China’s benchmark CSI 300 Index has topped the S&P 500 for the past two years, and was outpacing the U.S. again in 2021 before a recent pull back. The gauge is down 3% this year, compared with a 4.2% gain in the U.S. index.
APS Asset Management Chief Investment Officer Kok Hoi Wong, whose firm manages about $3 billion, predicted some of the institutional investors who got burned backing hedge funds that shorted GameStop and AMC Entertainment Holdings Inc. would redeem some money and redeploy a portion to Asia. The lack of popular forums for retail investors like WallStreetBets and platforms like Robinhood Markets Inc. mean similar squeezes are less likely to happen in the region.

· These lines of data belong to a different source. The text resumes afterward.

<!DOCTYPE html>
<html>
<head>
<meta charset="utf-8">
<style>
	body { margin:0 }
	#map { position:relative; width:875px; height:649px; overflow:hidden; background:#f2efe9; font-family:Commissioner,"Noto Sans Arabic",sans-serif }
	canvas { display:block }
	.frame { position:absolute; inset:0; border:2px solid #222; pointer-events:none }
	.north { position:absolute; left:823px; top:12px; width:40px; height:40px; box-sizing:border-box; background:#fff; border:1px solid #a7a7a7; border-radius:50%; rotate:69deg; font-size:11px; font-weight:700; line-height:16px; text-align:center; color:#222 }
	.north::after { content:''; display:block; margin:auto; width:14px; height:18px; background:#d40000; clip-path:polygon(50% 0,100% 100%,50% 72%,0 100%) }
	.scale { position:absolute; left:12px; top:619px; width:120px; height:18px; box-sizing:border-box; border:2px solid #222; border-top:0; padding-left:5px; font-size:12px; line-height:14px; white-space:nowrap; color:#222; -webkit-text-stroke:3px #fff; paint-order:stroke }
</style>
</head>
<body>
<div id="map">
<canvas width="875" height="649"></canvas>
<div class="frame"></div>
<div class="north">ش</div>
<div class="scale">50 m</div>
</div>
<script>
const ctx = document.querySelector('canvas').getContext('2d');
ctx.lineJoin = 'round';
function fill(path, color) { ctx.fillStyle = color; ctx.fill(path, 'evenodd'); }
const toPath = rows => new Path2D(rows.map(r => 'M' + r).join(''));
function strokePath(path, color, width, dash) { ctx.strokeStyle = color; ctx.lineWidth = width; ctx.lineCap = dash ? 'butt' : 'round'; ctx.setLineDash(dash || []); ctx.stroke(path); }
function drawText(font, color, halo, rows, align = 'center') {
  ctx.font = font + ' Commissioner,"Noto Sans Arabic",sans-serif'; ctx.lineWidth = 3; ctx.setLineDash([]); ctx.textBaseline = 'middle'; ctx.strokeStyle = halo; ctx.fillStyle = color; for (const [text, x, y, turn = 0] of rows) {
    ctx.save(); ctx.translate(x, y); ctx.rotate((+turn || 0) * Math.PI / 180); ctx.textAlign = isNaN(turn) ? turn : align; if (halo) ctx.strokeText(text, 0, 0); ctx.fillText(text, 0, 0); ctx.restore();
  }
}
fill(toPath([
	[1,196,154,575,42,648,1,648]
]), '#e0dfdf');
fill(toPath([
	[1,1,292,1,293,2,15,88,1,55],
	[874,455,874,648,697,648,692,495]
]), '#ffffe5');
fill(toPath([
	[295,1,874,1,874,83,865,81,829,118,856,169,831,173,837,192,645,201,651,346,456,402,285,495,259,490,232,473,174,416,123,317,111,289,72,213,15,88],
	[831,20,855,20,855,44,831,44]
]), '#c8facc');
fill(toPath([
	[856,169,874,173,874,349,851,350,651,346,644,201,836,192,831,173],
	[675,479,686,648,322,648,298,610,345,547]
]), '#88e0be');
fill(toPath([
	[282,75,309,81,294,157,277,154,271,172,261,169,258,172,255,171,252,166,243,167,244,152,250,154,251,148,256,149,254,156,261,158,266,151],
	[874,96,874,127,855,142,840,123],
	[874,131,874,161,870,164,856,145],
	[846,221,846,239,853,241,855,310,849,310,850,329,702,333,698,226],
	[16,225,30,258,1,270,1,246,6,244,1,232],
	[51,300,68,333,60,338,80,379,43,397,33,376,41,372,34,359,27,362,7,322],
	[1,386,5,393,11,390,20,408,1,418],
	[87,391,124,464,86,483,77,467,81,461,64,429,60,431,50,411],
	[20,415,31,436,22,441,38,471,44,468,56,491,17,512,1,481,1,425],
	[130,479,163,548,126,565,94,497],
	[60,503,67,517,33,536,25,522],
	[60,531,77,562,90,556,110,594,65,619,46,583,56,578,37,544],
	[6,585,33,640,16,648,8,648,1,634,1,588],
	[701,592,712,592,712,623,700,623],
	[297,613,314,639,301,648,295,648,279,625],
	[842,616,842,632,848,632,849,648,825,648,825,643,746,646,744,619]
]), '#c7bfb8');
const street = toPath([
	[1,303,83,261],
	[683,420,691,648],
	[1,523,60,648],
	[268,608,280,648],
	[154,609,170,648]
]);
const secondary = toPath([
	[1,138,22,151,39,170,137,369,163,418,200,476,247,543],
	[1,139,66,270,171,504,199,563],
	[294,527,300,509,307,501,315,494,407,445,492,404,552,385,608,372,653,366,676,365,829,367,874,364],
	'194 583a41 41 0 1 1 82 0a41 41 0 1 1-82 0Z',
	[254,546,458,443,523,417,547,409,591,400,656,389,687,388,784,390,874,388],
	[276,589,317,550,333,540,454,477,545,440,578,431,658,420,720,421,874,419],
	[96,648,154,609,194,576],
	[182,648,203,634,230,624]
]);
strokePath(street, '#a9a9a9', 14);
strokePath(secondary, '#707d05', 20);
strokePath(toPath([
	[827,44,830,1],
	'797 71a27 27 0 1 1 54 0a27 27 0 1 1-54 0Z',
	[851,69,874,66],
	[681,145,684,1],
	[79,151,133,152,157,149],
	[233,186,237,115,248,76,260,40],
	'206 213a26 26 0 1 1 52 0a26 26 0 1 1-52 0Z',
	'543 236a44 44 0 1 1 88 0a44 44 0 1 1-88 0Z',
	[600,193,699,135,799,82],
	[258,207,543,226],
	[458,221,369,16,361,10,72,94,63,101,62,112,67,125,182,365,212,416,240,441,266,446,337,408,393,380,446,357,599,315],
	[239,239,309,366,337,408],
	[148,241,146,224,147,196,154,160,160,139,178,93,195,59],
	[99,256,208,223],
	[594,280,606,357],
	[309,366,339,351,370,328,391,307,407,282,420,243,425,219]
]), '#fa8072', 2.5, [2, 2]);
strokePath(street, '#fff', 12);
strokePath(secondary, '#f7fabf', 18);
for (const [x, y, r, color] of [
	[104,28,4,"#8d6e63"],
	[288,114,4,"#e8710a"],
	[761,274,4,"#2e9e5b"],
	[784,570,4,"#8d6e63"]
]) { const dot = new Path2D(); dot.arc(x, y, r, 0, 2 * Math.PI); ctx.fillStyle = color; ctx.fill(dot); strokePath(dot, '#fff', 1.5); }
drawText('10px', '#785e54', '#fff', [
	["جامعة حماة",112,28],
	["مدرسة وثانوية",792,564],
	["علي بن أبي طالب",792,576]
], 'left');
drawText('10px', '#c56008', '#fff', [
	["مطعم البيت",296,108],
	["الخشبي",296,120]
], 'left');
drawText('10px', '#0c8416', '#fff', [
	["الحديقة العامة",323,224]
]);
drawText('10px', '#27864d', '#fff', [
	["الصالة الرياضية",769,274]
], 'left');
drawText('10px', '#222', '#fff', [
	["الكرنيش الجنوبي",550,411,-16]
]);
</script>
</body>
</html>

“It’ll probably start in the second or third quarter,” he said. “But whether you’re operating in Asia, the U.S. or anywhere in the world you’ve got to make sure your risk-controls are rigorous enough to prevent you from getting into that kind of trouble.”
APS tries to avoid overly-popular positions - also known as ‘crowded trades’ - and only shorts companies with large market capitalizations to prevent the type of swings that punished hedge funds trying to short AMC and GameStop, he added.
Still, Dymon’s Yong warned similar retail-driven short-squeezing events are on the cusp of coming to Asia. Its first line of protection is to run a multi-strategy fund with low correlation to equity indexes. A second strategy is to make 1,000 short bets and 1,000 long wagers -- none worth more than 1% of a company’s market value -- to lower the potential impact of a single, major event.